(Records drawn from a dataset)
* * * *

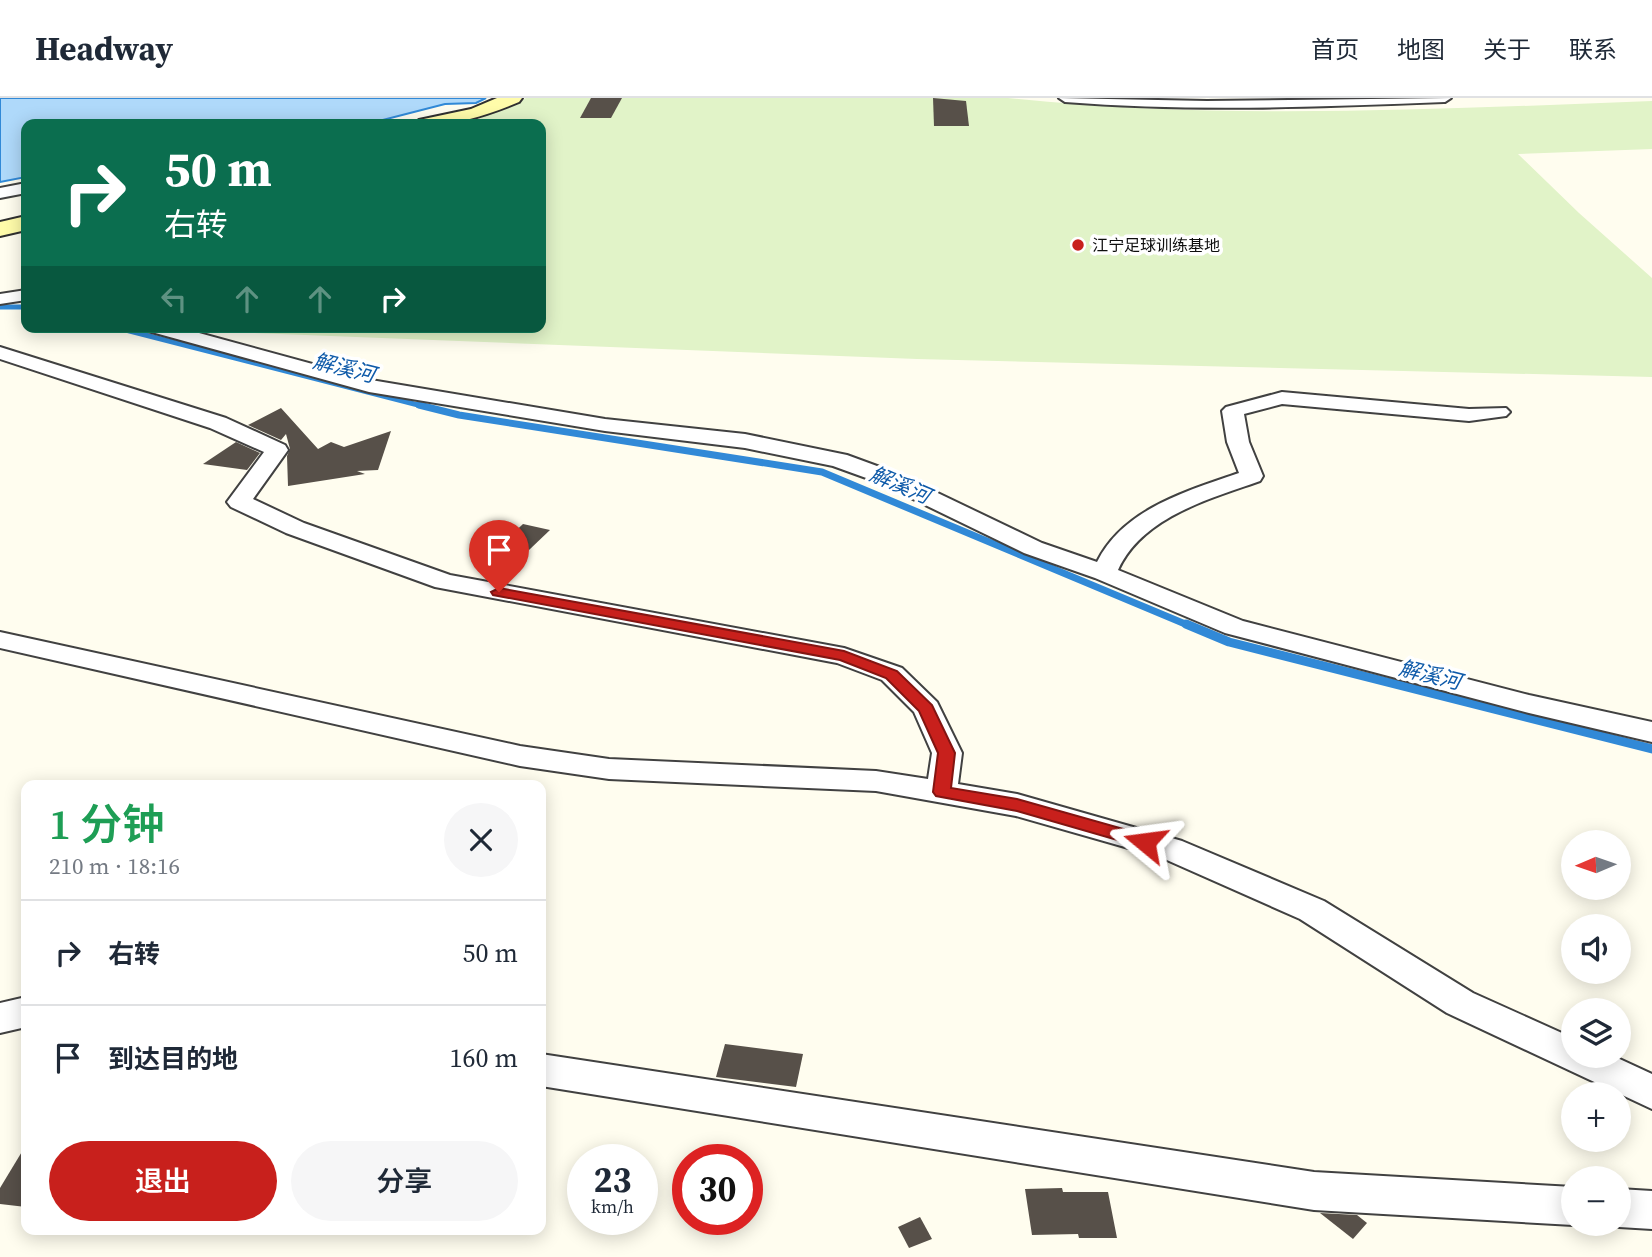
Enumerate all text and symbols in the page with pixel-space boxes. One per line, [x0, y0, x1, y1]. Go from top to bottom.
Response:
text: Headway [35, 26, 173, 71]
text: 首页 [1311, 33, 1359, 66]
text: 地图 [1397, 33, 1445, 66]
text: 关于 [1483, 33, 1531, 66]
text: 联系 [1569, 33, 1617, 66]
text: 50 m [164, 135, 272, 202]
icon: right [49, 147, 140, 238]
text: 右转 [164, 203, 228, 247]
place label: 江宁足球训练基地 [1092, 234, 1220, 256]
marker: 江宁足球训练基地 [1070, 237, 1086, 253]
icon: left [155, 280, 193, 318]
icon: ahead [228, 280, 266, 318]
icon: ahead [301, 280, 339, 318]
icon: right [374, 280, 412, 318]
water label: 解溪河 [310, 346, 382, 390]
water label: 解溪河 [866, 459, 939, 512]
pin [469, 520, 529, 592]
icon: arrive [480, 531, 518, 569]
water label: 解溪河 [1396, 653, 1468, 697]
text: 1 分钟 [49, 795, 164, 853]
button: close [444, 803, 518, 877]
position arrow [1108, 805, 1182, 879]
north arrow [1561, 830, 1631, 900]
map controls [1561, 830, 1631, 1236]
text: 210 m · 18:16 [49, 850, 180, 882]
button: sound [1561, 914, 1631, 984]
icon: right [49, 934, 87, 972]
text: 50 m [463, 935, 518, 971]
text: 右转 [108, 936, 160, 972]
button: layers [1561, 998, 1631, 1068]
icon: arrive [49, 1039, 87, 1077]
text: 160 m [450, 1040, 518, 1076]
text: 到达目的地 [108, 1041, 238, 1077]
button: + [1561, 1082, 1631, 1152]
button: 退出 [49, 1141, 277, 1221]
button: 分享 [291, 1141, 518, 1221]
speed limit sign: 30 [672, 1144, 763, 1235]
text: 23 [594, 1156, 631, 1204]
button: − [1561, 1166, 1631, 1236]
text: km/h [591, 1194, 634, 1219]

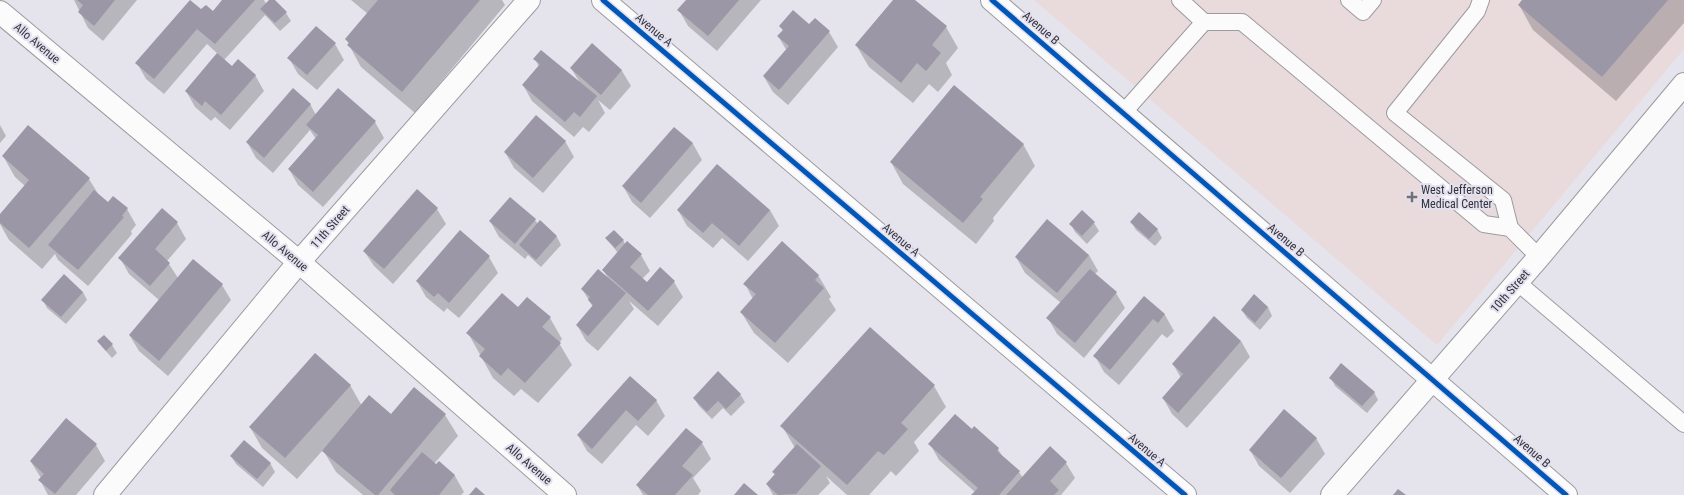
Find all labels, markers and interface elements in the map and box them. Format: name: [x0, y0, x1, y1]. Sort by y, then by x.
street label: Avenue B: [1020, 8, 1062, 48]
street label: Avenue A: [633, 10, 675, 50]
street label: Allo Avenue: [11, 20, 63, 67]
place label: West Jefferson Medical Center: [1421, 183, 1493, 211]
marker: West Jefferson Medical Center: [1406, 191, 1418, 203]
street label: 11th Street: [308, 202, 353, 251]
street label: Avenue A: [880, 220, 922, 260]
street label: Avenue B: [1265, 220, 1307, 260]
street label: Allo Avenue: [259, 228, 311, 275]
street label: 10th Street: [1488, 266, 1533, 315]
street label: Avenue A: [1126, 430, 1168, 470]
street label: Avenue B: [1511, 431, 1553, 471]
street label: Allo Avenue: [503, 440, 555, 488]

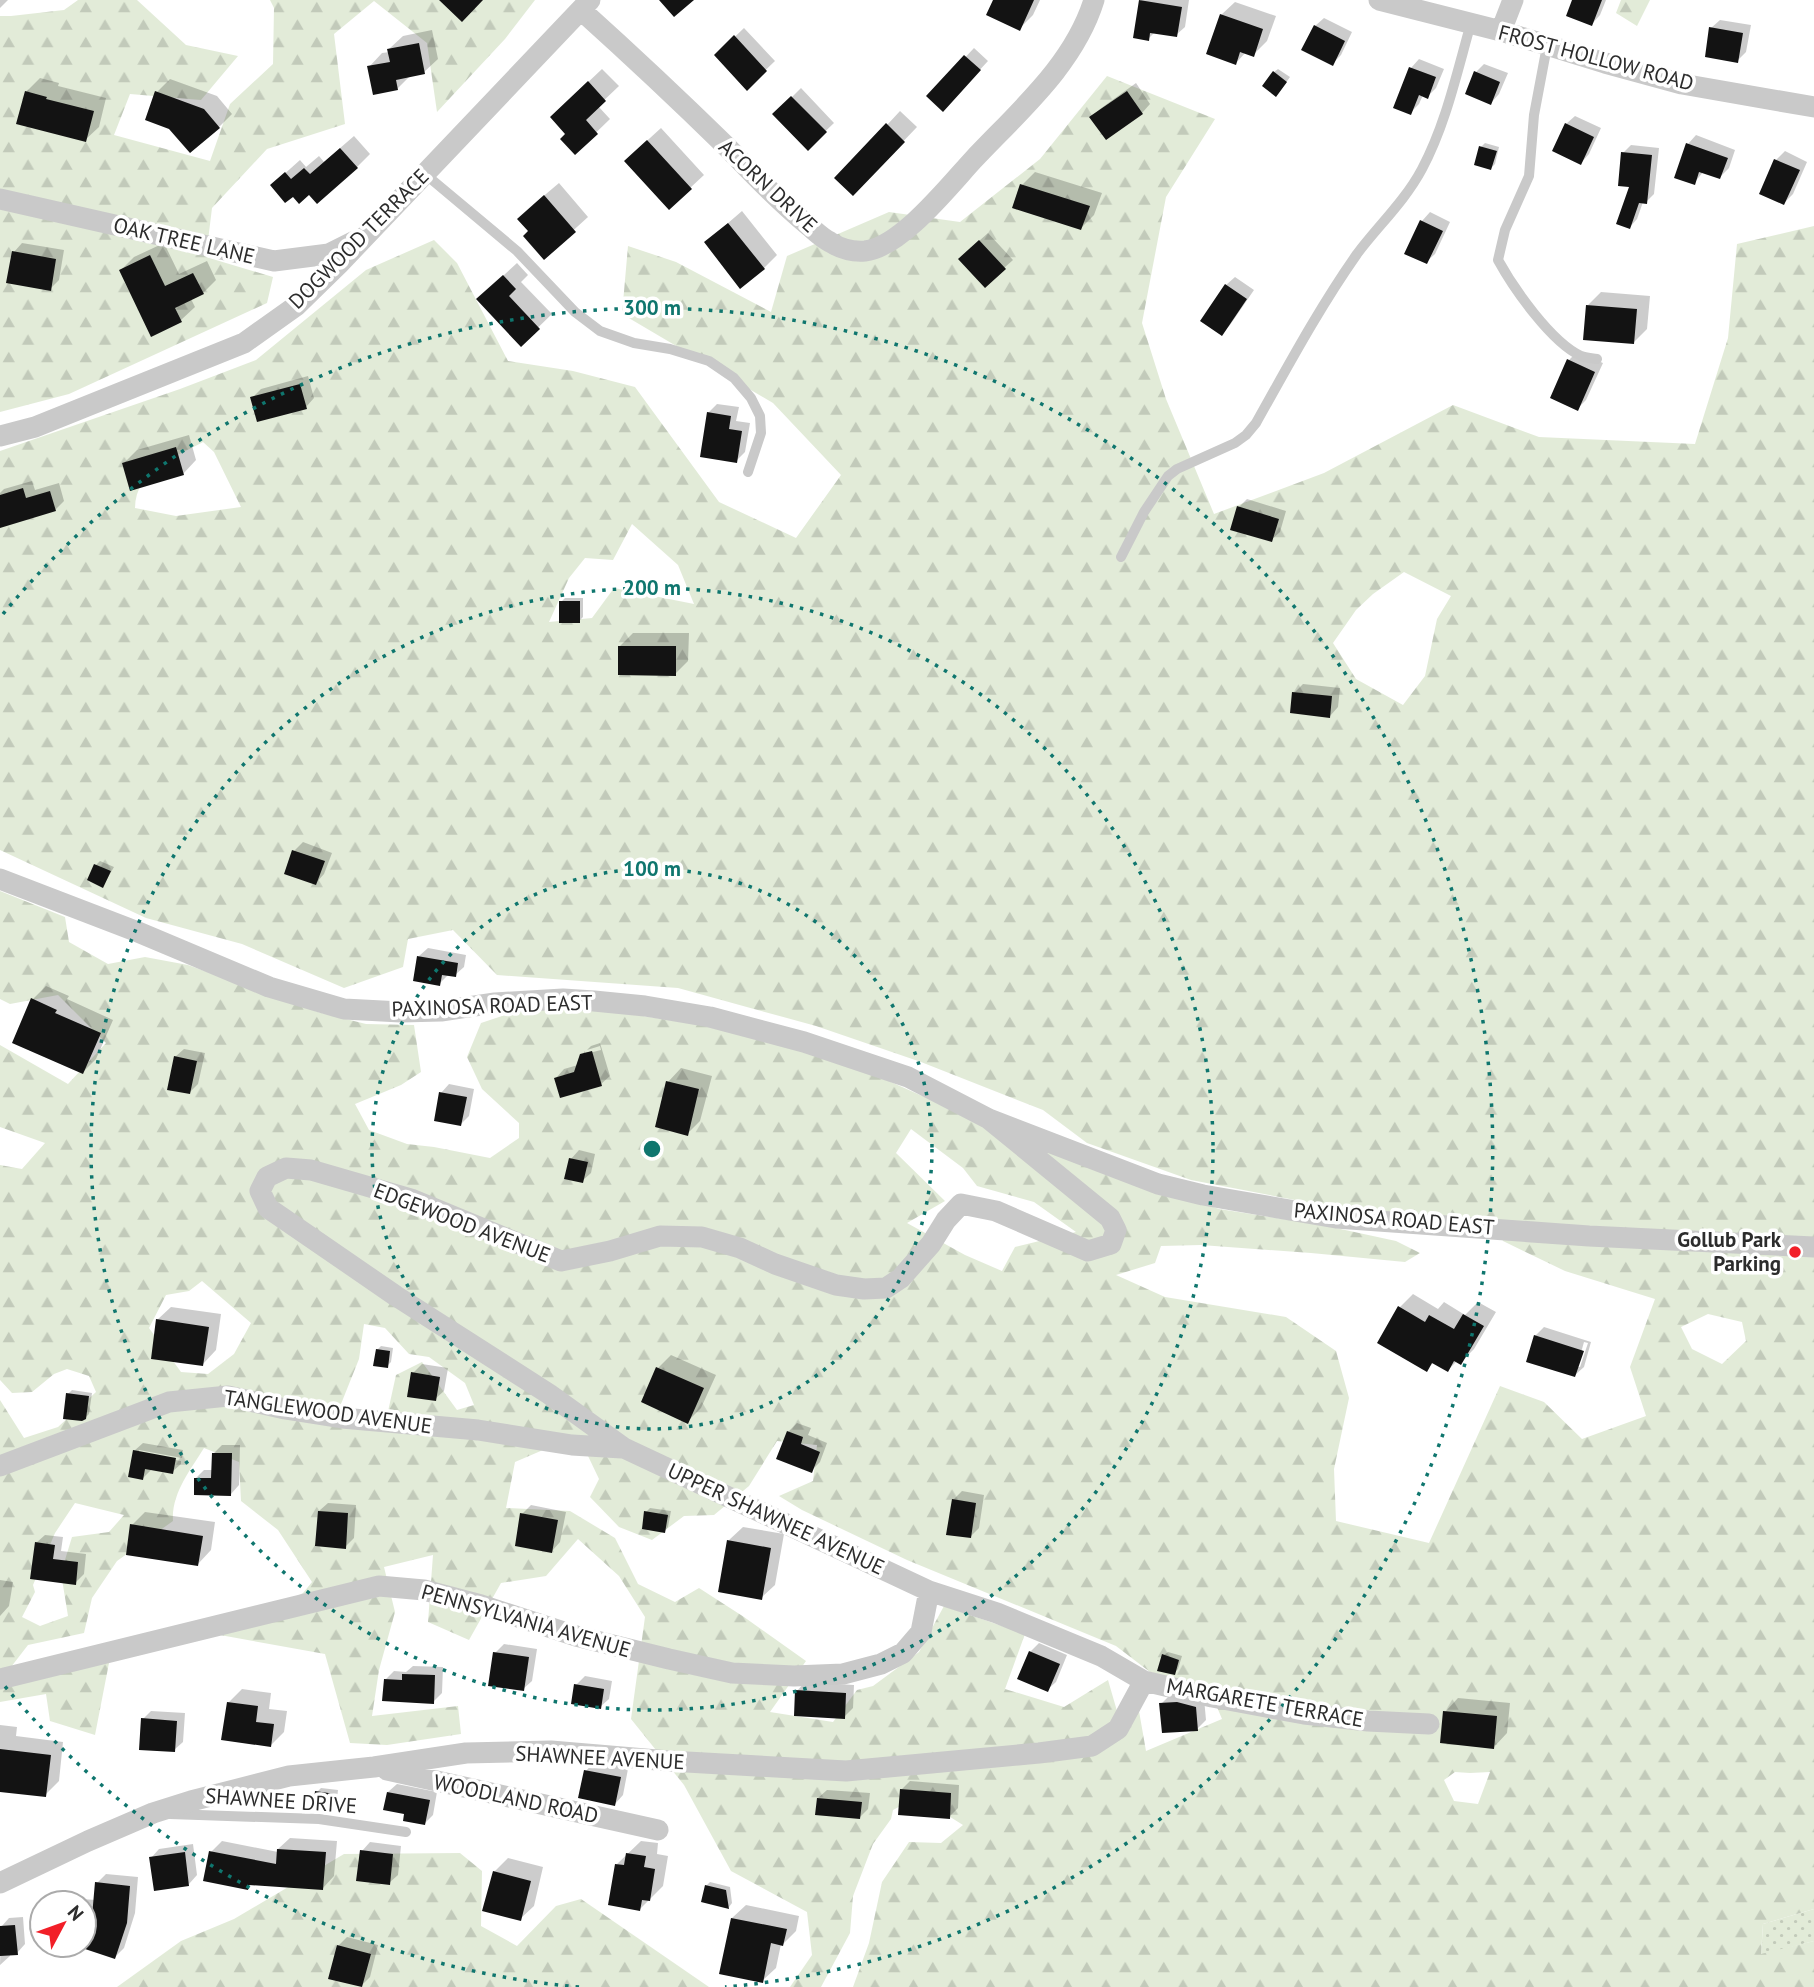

* * * *

| TASK STATEMENT |
Before you finish, make sure every line above has been repeated exactly and no picture remains in the copy.

| TASK SOLUTION |
Enumerate all text and symbols in the page with pixel-space boxes. One per line, [x0, y0, x1, y1]. Go from top to bottom.
Response:
text: Headway [35, 26, 173, 71]
text: 首页 [1311, 33, 1359, 66]
text: 地图 [1397, 33, 1445, 66]
text: 关于 [1483, 33, 1531, 66]
text: 联系 [1569, 33, 1617, 66]
text: 50 m [164, 135, 272, 202]
icon: right [49, 147, 140, 238]
text: 右转 [164, 203, 228, 247]
place label: 江宁足球训练基地 [1092, 234, 1220, 256]
marker: 江宁足球训练基地 [1070, 237, 1086, 253]
icon: left [155, 280, 193, 318]
icon: ahead [228, 280, 266, 318]
icon: ahead [301, 280, 339, 318]
icon: right [374, 280, 412, 318]
water label: 解溪河 [310, 346, 382, 390]
water label: 解溪河 [866, 459, 939, 512]
pin [469, 520, 529, 592]
icon: arrive [480, 531, 518, 569]
water label: 解溪河 [1396, 653, 1468, 697]
text: 1 分钟 [49, 795, 164, 853]
button: close [444, 803, 518, 877]
position arrow [1108, 805, 1182, 879]
north arrow [1561, 830, 1631, 900]
map controls [1561, 830, 1631, 1236]
text: 210 m · 18:16 [49, 850, 180, 882]
button: sound [1561, 914, 1631, 984]
icon: right [49, 934, 87, 972]
text: 50 m [463, 935, 518, 971]
text: 右转 [108, 936, 160, 972]
button: layers [1561, 998, 1631, 1068]
icon: arrive [49, 1039, 87, 1077]
text: 160 m [450, 1040, 518, 1076]
text: 到达目的地 [108, 1041, 238, 1077]
button: + [1561, 1082, 1631, 1152]
button: 退出 [49, 1141, 277, 1221]
button: 分享 [291, 1141, 518, 1221]
speed limit sign: 30 [672, 1144, 763, 1235]
text: 23 [594, 1156, 631, 1204]
button: − [1561, 1166, 1631, 1236]
text: km/h [591, 1194, 634, 1219]

Find all labels, markers and interface elements in the map and box them. Format: name: [x0, y0, x1, y1]. Sort by y, then by x.
street label: Avenue B: [1020, 8, 1062, 48]
street label: Avenue A: [633, 10, 675, 50]
street label: Allo Avenue: [11, 20, 63, 67]
place label: West Jefferson Medical Center: [1421, 183, 1493, 211]
marker: West Jefferson Medical Center: [1406, 191, 1418, 203]
street label: 11th Street: [308, 202, 353, 251]
street label: Avenue A: [880, 220, 922, 260]
street label: Avenue B: [1265, 220, 1307, 260]
street label: Allo Avenue: [259, 228, 311, 275]
street label: 10th Street: [1488, 266, 1533, 315]
street label: Avenue A: [1126, 430, 1168, 470]
street label: Avenue B: [1511, 431, 1553, 471]
street label: Allo Avenue: [503, 440, 555, 488]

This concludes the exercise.